Records excerpted from a collection:
*****

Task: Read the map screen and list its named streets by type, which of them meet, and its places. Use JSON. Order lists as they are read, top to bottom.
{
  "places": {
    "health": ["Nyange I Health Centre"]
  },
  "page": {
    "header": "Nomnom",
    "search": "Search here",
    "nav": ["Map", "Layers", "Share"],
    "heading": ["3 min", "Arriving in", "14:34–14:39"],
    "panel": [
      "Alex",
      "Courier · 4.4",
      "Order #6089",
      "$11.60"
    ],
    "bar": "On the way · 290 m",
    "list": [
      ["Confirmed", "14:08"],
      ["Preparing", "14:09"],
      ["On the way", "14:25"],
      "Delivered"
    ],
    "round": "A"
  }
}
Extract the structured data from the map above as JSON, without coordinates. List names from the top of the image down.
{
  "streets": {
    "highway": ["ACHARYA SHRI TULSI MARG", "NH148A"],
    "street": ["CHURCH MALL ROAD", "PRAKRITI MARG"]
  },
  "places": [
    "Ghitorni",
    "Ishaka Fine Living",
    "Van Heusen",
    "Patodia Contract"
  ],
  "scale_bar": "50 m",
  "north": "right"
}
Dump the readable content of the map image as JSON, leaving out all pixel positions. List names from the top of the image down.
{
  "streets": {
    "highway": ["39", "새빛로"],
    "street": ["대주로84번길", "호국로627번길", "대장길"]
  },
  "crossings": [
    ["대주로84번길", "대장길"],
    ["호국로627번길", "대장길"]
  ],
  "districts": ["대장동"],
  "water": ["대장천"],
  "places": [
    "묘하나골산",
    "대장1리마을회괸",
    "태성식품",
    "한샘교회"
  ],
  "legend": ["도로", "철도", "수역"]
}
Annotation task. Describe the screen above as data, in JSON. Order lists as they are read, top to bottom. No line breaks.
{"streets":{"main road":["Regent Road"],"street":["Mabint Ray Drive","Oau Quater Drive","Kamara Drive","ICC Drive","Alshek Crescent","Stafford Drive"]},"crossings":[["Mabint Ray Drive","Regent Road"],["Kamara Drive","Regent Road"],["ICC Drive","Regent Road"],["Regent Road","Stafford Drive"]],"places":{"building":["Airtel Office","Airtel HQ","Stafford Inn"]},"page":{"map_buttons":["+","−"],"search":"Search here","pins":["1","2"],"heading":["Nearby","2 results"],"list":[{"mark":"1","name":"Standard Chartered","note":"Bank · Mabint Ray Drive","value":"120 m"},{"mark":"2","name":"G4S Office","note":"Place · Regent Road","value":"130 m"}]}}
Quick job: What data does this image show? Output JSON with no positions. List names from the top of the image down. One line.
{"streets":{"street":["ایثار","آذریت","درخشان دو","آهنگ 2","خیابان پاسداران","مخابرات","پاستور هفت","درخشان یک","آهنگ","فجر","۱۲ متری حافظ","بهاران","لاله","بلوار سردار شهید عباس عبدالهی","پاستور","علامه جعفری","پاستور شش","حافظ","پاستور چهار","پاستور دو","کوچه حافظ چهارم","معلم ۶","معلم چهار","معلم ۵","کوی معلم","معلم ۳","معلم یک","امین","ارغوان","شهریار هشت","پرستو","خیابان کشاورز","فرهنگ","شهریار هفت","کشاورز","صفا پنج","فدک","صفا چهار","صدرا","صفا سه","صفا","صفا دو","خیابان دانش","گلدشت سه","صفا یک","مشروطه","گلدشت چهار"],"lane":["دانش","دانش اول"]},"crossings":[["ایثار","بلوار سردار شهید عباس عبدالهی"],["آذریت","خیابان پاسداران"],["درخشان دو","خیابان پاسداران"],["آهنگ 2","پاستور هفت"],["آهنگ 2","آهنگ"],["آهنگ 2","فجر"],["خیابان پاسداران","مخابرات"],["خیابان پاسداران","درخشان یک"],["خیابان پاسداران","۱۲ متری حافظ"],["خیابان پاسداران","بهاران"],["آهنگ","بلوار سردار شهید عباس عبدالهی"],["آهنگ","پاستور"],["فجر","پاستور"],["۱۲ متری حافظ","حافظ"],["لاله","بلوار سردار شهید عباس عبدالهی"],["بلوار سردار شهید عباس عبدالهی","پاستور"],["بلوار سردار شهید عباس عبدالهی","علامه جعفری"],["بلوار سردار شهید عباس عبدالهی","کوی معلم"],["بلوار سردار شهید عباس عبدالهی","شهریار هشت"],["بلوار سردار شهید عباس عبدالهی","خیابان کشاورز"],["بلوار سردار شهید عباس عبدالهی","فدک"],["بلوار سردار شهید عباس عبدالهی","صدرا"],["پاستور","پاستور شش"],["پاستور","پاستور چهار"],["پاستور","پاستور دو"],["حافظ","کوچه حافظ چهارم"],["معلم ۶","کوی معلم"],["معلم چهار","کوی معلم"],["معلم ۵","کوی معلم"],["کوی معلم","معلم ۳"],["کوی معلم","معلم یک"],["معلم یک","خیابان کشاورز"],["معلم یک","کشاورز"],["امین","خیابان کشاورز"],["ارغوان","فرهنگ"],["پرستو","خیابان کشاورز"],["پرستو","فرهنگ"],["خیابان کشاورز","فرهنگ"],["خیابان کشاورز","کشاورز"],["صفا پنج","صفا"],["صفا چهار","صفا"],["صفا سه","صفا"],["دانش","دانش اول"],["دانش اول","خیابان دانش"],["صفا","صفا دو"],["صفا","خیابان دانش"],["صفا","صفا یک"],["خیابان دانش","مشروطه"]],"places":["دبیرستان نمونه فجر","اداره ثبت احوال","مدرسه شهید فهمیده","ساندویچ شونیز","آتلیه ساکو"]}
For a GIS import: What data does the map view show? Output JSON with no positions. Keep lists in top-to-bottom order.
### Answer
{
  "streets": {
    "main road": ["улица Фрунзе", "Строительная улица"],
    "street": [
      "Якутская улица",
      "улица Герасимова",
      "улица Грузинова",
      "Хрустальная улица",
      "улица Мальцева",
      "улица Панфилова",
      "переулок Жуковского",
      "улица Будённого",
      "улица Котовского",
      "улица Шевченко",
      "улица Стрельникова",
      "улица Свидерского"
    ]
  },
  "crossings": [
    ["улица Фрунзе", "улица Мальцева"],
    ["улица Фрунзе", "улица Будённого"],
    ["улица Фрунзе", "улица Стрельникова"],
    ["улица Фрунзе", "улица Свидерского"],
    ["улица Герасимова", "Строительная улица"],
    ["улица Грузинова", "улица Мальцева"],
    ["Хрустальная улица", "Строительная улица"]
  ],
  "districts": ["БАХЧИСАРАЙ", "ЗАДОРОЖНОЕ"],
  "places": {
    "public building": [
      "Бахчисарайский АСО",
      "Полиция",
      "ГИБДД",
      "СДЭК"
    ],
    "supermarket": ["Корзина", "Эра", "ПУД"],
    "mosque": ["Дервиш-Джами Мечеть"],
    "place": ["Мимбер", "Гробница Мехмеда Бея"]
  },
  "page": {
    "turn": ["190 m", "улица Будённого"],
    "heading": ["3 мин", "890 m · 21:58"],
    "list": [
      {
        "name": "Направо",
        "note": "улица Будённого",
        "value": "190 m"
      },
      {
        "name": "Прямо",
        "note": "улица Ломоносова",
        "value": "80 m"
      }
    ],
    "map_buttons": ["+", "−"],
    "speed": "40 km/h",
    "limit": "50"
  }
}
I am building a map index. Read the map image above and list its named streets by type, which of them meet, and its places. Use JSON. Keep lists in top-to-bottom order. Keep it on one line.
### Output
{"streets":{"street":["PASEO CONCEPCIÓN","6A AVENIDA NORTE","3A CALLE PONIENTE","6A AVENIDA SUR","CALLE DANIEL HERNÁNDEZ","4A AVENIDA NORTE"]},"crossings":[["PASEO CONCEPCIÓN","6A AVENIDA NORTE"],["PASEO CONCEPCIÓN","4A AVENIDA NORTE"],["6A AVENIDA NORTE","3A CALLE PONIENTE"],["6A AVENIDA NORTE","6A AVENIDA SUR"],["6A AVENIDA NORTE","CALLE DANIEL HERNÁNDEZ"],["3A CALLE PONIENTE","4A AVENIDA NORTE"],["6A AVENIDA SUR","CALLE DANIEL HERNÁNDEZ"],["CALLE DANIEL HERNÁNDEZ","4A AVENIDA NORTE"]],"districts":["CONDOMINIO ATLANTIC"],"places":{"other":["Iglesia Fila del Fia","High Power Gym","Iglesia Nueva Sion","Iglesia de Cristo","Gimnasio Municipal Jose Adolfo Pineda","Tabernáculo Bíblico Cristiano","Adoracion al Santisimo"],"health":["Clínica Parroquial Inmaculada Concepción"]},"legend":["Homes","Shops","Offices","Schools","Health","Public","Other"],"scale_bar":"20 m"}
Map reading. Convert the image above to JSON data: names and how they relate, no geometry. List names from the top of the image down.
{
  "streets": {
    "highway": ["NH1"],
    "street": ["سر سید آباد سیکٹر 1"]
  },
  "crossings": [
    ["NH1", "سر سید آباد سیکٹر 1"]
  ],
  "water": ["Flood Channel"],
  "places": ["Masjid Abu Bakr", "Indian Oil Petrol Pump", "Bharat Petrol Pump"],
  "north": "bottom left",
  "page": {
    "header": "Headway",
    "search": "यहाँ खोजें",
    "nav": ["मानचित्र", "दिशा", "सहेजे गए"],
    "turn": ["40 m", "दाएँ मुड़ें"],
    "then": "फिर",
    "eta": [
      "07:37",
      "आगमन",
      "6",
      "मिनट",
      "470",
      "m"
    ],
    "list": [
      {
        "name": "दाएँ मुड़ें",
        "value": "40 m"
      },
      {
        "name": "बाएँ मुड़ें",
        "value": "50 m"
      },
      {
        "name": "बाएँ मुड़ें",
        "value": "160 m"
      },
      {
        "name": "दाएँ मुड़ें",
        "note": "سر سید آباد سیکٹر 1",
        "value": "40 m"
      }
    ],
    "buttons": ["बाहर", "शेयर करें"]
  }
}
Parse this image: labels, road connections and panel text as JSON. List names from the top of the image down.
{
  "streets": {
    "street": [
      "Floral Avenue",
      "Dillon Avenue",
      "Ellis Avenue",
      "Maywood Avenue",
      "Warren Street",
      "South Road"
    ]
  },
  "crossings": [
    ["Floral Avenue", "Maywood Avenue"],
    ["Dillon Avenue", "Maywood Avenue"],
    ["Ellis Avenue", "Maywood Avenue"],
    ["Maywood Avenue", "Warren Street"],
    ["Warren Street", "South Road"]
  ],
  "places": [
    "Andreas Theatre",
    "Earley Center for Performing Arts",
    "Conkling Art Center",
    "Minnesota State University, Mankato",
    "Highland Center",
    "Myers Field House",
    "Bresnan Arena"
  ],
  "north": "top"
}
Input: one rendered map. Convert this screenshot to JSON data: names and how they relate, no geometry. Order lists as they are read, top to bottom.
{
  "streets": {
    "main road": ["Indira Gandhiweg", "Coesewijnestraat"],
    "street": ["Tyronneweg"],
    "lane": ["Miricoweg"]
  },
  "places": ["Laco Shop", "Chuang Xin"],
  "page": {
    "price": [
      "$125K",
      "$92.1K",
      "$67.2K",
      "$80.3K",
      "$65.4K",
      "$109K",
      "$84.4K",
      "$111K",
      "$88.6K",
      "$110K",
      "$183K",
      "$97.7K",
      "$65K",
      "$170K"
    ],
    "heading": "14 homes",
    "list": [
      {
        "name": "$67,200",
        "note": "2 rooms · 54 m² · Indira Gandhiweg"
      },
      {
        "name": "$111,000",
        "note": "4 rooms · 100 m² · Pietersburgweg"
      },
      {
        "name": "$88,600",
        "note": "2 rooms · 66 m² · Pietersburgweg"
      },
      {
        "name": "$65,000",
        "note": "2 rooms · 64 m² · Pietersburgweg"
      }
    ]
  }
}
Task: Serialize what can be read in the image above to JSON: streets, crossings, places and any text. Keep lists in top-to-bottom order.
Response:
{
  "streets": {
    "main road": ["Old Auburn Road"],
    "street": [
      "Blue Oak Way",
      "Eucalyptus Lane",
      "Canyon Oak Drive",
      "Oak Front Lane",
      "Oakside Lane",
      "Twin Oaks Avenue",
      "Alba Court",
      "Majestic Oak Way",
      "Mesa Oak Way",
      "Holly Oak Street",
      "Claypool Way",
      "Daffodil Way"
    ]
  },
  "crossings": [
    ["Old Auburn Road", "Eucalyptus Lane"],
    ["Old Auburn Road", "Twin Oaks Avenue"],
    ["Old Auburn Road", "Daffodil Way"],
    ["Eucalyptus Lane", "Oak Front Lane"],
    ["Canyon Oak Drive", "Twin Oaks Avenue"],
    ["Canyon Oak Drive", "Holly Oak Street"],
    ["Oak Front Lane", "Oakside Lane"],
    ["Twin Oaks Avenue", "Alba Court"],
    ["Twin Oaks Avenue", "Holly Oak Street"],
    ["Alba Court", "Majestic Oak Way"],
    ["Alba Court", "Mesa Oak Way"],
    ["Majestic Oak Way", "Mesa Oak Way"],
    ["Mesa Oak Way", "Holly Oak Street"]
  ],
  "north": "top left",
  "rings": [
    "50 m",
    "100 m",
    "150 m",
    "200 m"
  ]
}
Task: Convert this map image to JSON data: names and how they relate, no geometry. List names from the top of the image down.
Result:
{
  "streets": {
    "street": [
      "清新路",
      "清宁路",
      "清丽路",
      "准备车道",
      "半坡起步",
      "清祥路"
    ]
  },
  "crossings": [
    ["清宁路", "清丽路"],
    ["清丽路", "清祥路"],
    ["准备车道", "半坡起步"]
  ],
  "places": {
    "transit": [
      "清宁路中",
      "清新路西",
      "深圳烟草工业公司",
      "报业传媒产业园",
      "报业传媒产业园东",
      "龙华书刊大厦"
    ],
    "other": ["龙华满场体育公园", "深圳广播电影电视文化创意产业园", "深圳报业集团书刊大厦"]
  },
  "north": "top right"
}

*****

• **WHAT TO PRODUCE**
Count each line above that has the word "Pietersburgweg" in it, and write down nothing but the total.

• **RESPONSE**
3